Friday, September 9, 2011

President Proposes a Plan for Jobs


President Barack Obama spoke before a joint session of Congress last night, proposing a plan to create jobs. 

Much political ado had been made over the past week, particularly over the scheduling and the anticipated attendance of the speech.  Initially, the White House scheduled it to coincide with the Republican debate on Wednesday evening, causing no small amount of disgruntlement among Republicans, who would have had to quickly reschedule the debate, were it not for an unprecedented letter from House Speaker John Boehner to the White House, claiming that the date and time of the scheduled speech conflicted with pre-scheduled House voting.  Hence, the speech was rescheduled for last night, then rescheduled again, so as not to conflict with the first official game commencing football season.  As if tensions weren't high enough, already, some Republican Congresional representatives voiced their indifference to the media to even attending the speech, opting instead to watch the football game.  Affronted by the Republican speech-skippers indifference, Senate Democratic Majority Leader Harry Reid astutely scheduled the procedural vote to disapprove the debt ceiling increase to commence immediatly after the speech.

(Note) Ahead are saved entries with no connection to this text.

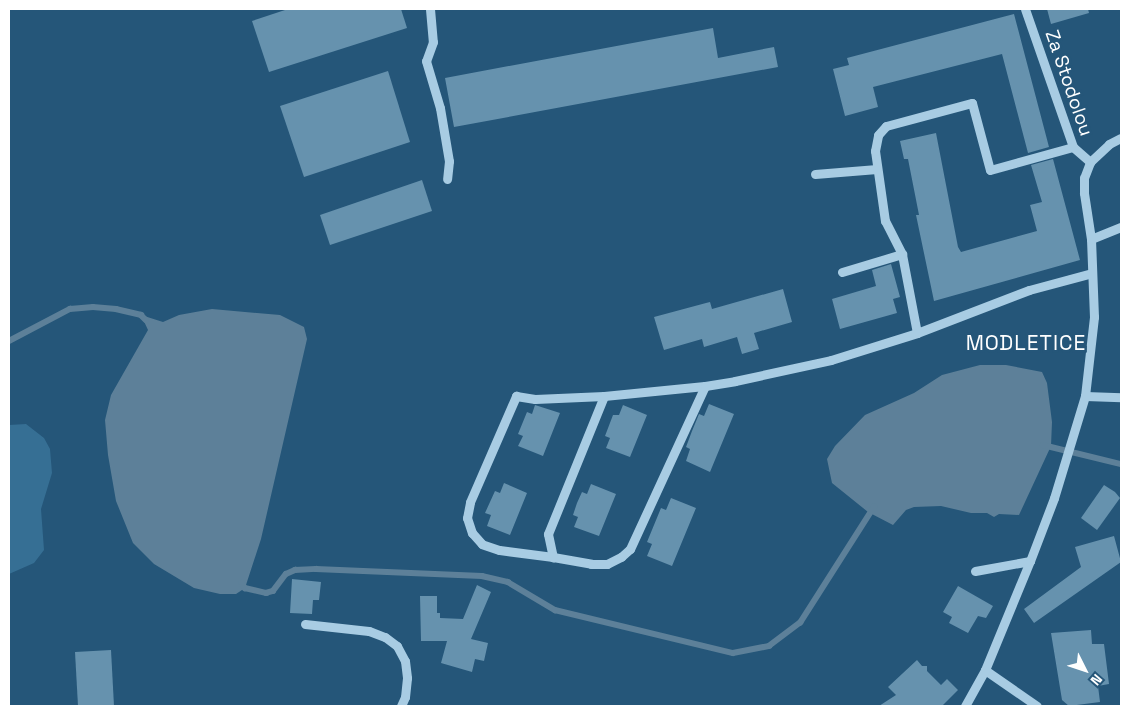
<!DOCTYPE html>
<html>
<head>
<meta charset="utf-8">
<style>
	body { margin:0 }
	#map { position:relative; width:1130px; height:715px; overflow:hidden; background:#255679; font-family:"Space Grotesk",sans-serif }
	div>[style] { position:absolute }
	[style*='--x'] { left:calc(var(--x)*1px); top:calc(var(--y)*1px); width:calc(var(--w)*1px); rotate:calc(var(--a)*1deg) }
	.green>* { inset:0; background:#366f94 }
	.water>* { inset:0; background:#5d8099 }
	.stream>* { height:5.5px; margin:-2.75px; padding:0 2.75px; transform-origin:2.75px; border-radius:2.75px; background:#5d8099 }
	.building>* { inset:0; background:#6692ae }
	.minor>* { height:9px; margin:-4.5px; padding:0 4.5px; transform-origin:4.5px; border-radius:4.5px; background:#a8cce3 }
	span { translate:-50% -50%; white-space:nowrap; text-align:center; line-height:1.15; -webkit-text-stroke:5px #255679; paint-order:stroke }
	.street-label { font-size:19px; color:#fff }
	.quarter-label { font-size:21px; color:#fff; letter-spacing:1px }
	.frame { position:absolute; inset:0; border:10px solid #fff; pointer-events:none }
	.north { position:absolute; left:1060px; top:645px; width:50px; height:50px; -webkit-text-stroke:4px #255679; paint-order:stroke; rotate:131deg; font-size:14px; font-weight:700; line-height:20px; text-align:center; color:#fff }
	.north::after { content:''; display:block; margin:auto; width:18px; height:22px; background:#fff; clip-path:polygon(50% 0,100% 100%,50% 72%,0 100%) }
</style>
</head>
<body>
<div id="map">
	<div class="green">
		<i style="clip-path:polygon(26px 424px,44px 438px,50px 449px,52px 473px,41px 509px,44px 550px,34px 563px,9px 574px,9px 425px)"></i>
	</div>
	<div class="water">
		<i style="clip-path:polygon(212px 309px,280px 315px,304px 327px,307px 339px,261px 539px,245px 588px,236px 594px,220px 594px,194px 588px,154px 564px,133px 543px,116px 501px,108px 455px,105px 420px,111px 395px,148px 330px,141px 315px,163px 322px,179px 315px)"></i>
		<i style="clip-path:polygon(980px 365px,1006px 365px,1042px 372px,1047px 383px,1052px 422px,1051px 446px,1019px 515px,999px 514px,994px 517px,987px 513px,971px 513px,941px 506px,914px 507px,906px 510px,893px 525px,868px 512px,832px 483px,827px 459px,835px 446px,865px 415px,914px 393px,942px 375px)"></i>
	</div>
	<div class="stream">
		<i style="--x:9;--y:341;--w:69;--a:-27.7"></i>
		<i style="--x:70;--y:309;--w:23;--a:-5"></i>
		<i style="--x:93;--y:307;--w:23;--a:5"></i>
		<i style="--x:116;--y:309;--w:26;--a:13"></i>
		<i style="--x:141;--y:315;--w:7;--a:45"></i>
		<i style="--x:1043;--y:445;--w:80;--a:13.7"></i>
		<i style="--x:242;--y:583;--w:6;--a:59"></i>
		<i style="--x:245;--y:588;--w:22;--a:13"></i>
		<i style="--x:266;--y:593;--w:7;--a:-16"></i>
		<i style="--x:273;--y:591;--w:21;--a:-53"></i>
		<i style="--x:286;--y:574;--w:10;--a:-24"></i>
		<i style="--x:295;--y:570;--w:21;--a:-3"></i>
		<i style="--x:316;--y:569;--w:166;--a:2.4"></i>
		<i style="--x:482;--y:576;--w:27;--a:13"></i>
		<i style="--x:508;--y:582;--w:55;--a:30.8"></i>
		<i style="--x:555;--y:610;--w:183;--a:13.6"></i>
		<i style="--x:733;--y:653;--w:37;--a:-11"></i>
		<i style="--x:769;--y:646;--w:39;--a:-37"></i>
		<i style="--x:800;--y:623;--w:138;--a:-57.5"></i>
	</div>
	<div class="building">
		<i style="clip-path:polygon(288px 9px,401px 9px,407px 28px,269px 72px,252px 21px)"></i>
		<i style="clip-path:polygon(1047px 9px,1088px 9px,1089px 13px,1051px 24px)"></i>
		<i style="clip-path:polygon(1014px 14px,1049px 147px,1028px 153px,1002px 54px,873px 87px,878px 107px,845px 116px,833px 69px,849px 65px,847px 58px)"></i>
		<i style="clip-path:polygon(713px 28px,718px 58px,774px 47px,778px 67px,454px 127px,445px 78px)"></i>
		<i style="clip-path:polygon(388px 71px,410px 142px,304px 177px,280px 106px)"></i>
		<i style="clip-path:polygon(936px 133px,958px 247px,961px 252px,1037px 231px,1030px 205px,1042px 202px,1031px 165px,1053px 159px,1080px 260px,934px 301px,916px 215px,919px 215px,908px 159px,904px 159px,900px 141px)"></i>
		<i style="clip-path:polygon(422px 180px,432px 211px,330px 245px,320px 215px)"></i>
		<i style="clip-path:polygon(891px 264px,900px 297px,893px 299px,897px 313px,840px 329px,832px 299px,876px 286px,872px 270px)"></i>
		<i style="clip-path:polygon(783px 289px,792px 322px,754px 333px,759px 349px,742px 354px,737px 337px,704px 347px,702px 339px,664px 350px,663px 347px,654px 317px,706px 303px,710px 302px,712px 309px)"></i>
		<i style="clip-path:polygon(709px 404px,734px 414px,710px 472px,686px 461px,690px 449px,686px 447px,692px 431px,699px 414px,704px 416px)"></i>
		<i style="clip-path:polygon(535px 405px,560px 413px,543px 456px,518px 446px,523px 436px,518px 434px,527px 412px,532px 414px)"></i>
		<i style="clip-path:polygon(623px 405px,647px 415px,630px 457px,606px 448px,610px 438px,605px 436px,613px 415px,619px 415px)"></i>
		<i style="clip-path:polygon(504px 483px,527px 493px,510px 535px,487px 526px,491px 515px,485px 513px,495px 491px,500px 493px)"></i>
		<i style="clip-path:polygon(591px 484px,616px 494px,599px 536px,574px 527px,578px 517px,573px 515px,577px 503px,582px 492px,587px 494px)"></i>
		<i style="clip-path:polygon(1104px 485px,1115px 492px,1120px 498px,1097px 530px,1081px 518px)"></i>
		<i style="clip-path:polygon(671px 498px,696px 508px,672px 566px,647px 556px,652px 544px,647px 542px,661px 508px,666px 510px)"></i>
		<i style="clip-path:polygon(1114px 536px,1121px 562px,1034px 623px,1024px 609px,1081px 567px,1075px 547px)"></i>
		<i style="clip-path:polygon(292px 579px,321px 582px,319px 600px,313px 600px,312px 614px,290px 613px)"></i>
		<i style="clip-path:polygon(477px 585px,491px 592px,471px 639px,488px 643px,484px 661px,475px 659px,472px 672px,441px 663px,447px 641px,421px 641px,420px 596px,437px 596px,437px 613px,440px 613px,440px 618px,463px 619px)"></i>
		<i style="clip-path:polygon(958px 586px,993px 606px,986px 618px,978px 616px,968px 633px,949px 623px,952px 617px,943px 612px)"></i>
		<i style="clip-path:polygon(1091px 630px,1092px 644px,1104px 644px,1109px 684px,1098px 686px,1100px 702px,1069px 706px,1062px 700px,1051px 633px)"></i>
		<i style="clip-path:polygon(111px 650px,114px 706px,78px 706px,75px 652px)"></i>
		<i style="clip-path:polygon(917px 660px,922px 666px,927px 666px,927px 671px,941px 685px,947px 679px,958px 690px,942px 706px,879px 706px,896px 695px,888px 687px)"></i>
	</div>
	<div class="minor">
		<i style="--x:430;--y:9;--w:33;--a:85"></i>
		<i style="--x:433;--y:42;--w:20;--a:110"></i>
		<i style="--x:426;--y:61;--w:49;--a:73.4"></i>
		<i style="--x:440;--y:108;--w:54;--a:80.4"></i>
		<i style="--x:449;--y:161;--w:18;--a:96"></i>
		<i style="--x:1025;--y:9;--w:146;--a:70.8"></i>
		<i style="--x:1073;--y:147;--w:23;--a:41"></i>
		<i style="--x:815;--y:174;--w:62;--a:-4.6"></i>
		<i style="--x:1091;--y:239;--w:32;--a:-22"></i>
		<i style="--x:842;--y:272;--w:63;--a:-16.7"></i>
		<i style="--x:917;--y:333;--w:80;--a:-100.8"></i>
		<i style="--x:902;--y:254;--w:37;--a:-117"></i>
		<i style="--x:885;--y:221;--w:71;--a:-98.1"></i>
		<i style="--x:875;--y:151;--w:16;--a:-79"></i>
		<i style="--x:878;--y:135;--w:12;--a:-48"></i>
		<i style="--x:886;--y:126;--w:89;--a:-15"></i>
		<i style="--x:972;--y:103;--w:69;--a:75"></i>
		<i style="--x:990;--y:170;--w:86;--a:-15.5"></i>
		<i style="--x:604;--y:396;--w:149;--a:112.1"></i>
		<i style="--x:548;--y:534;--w:24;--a:78"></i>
		<i style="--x:553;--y:557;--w:39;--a:10"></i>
		<i style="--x:591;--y:564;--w:16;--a:0"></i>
		<i style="--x:607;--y:564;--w:16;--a:-27"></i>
		<i style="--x:621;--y:557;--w:12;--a:-42"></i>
		<i style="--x:630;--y:549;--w:179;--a:-65.3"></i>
		<i style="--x:1085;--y:396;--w:36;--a:2"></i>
		<i style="--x:553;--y:557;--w:54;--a:-172.6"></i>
		<i style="--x:499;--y:550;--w:18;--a:-161"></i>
		<i style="--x:482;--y:544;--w:15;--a:-132"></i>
		<i style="--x:472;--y:533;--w:16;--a:-108"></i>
		<i style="--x:467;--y:518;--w:16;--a:-79"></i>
		<i style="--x:470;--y:502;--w:116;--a:-66.5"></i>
		<i style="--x:516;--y:396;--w:19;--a:9"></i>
		<i style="--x:535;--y:399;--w:69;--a:-2.5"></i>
		<i style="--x:604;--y:396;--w:101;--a:-5.7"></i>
		<i style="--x:705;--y:386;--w:30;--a:-9"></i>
		<i style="--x:735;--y:381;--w:98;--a:-12.3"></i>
		<i style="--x:831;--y:360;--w:90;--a:-17.4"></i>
		<i style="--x:917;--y:333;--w:120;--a:-21"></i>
		<i style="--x:1029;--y:290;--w:65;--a:-15.1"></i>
		<i style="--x:975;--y:571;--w:56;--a:-10.3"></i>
		<i style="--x:305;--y:624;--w:64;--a:6.2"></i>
		<i style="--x:369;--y:631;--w:17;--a:21"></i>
		<i style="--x:385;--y:637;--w:15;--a:37"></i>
		<i style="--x:397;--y:646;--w:17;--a:62"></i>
		<i style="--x:405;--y:661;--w:17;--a:83"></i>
		<i style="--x:407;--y:678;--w:19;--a:96"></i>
		<i style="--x:405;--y:697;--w:10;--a:114"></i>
		<i style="--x:985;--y:670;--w:63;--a:34.7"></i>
		<i style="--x:965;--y:706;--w:41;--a:-60.9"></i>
		<i style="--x:985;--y:670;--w:118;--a:-67.6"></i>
		<i style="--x:1030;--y:561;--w:67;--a:-69.1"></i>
		<i style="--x:1054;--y:498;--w:107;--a:-73.1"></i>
		<i style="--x:1085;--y:396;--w:80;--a:-83.5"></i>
		<i style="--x:1094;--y:317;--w:78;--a:-92.2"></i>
		<i style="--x:1091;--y:239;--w:47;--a:-98.7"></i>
		<i style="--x:1084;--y:193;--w:15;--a:-90"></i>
		<i style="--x:1084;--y:178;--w:17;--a:-69"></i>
		<i style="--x:1090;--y:162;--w:26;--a:-43"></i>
		<i style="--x:1109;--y:144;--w:13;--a:-27"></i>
	</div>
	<div class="street-label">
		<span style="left:1069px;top:83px;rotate:71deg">Za Stodolou</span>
	</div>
	<div class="quarter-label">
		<span style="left:1026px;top:343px">MODLETICE</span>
	</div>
	<div class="frame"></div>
	<div class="north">N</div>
</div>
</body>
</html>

It was then no wonder that in the preamble of the speech itself, the President referred to the "political circus" that characterizes Washington, these days.

In summary, the President's roughly $450 billion plan proposes--
--a significant reduction in employer payroll taxes, to make it cheaper for businesses to hire
--spending on infrastructure and education, to provide for construction and teaching jobs
--funds to retain teachers in budget-crunched states and retrain the long-term unemloyed, and
--a broad-based tax cut in 2012, to put more money in people's pockets.

Although stipulating that "everything in this bill will be paid for. Everything," the detail of precisely where the money to pay for the plan wasn't so clear.  The President expects to deliver that apparently minor detail to Congress next week.  At this point, it is assumed that it will be paid for with the budget cuts to be laid out by Congresses' special committee before December 31 of this year.

In regards to the delivery of the speech, notable was the President's tone, through which, he was adamant that the bill, called the "American Jobs Act" (though it's not officially an "act" until it is passed and signed), be "passed right away."  In fact, he used the phrase, "right away" eight times.

We'll let you draw your own conclusions from all that.